EXERCISE GOAL — Take each line of the records below that contains the string "setLineDash" and copy it.

RECORDS FOR THIS TASK —
==*==

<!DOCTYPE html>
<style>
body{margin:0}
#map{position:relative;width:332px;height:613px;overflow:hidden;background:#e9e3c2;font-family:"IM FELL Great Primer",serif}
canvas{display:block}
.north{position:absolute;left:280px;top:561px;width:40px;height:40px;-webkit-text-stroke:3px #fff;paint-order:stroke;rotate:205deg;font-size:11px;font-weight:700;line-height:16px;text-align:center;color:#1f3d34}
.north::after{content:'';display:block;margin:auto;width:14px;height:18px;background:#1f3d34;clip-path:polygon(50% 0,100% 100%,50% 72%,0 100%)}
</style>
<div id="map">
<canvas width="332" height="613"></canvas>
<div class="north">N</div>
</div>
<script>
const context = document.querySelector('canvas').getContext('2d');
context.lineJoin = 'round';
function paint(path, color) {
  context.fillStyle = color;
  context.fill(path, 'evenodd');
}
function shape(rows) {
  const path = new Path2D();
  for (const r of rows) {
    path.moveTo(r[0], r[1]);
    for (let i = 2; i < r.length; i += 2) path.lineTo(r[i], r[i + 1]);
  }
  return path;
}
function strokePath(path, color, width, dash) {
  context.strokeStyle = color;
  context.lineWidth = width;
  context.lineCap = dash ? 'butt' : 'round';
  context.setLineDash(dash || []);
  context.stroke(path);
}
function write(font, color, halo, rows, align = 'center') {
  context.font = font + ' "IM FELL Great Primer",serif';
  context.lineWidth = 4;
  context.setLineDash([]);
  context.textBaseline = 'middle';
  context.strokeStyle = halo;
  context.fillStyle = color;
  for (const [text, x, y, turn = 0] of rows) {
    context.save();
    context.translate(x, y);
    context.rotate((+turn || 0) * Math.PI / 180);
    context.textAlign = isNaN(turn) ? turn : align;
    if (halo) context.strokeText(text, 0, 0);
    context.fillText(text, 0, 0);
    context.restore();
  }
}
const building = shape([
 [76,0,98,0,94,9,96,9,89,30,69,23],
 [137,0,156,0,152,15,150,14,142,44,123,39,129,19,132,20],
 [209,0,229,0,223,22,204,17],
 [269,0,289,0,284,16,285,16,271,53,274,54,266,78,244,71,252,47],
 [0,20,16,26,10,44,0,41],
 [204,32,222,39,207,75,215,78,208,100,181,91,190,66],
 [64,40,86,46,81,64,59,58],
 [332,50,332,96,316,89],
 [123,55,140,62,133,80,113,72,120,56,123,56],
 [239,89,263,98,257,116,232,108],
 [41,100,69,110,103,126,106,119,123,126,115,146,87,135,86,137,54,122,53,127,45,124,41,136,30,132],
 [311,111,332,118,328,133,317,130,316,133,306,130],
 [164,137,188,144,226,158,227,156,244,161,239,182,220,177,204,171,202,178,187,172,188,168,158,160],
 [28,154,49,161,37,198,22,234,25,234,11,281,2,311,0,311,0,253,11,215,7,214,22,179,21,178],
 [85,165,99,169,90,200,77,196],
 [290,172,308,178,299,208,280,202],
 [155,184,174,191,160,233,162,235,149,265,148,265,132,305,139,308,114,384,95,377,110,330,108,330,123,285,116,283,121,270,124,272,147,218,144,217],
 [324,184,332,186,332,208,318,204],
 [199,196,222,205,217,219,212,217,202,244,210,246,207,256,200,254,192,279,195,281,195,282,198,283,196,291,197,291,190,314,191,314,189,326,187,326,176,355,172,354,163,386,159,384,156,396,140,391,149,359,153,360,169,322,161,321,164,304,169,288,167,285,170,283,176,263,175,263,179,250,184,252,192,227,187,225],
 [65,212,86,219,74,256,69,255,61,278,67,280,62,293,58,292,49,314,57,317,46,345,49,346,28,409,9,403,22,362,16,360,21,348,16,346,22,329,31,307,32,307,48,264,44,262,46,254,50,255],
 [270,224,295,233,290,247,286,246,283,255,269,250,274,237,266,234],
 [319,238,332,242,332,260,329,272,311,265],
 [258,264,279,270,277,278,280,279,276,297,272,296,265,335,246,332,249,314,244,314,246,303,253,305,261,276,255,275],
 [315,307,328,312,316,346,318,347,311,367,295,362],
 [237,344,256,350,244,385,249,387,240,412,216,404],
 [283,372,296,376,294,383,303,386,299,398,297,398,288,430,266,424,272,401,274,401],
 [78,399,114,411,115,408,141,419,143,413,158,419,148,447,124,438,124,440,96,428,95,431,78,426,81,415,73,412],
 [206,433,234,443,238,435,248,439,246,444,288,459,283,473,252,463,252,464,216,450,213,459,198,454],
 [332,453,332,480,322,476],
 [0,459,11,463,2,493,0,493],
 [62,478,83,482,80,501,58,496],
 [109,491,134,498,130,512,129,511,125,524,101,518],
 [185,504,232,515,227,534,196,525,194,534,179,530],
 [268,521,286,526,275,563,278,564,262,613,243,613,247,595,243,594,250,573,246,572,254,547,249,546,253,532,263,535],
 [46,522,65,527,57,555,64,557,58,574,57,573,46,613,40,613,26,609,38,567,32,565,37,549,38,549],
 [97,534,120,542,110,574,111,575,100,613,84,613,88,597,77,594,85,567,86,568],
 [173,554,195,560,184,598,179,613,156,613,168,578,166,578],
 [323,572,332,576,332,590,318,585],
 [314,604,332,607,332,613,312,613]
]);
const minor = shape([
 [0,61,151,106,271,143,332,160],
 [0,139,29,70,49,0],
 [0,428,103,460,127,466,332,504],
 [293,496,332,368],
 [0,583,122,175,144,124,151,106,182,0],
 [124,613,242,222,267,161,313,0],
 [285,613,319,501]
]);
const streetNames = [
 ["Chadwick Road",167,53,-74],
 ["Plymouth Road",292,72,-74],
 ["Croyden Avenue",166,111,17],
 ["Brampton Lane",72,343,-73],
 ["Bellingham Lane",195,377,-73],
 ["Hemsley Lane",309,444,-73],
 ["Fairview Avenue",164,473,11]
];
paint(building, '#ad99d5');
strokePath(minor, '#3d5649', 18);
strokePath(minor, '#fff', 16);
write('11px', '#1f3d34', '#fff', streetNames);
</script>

==*==

RESULT —
  context.setLineDash(dash || []);
  context.setLineDash([]);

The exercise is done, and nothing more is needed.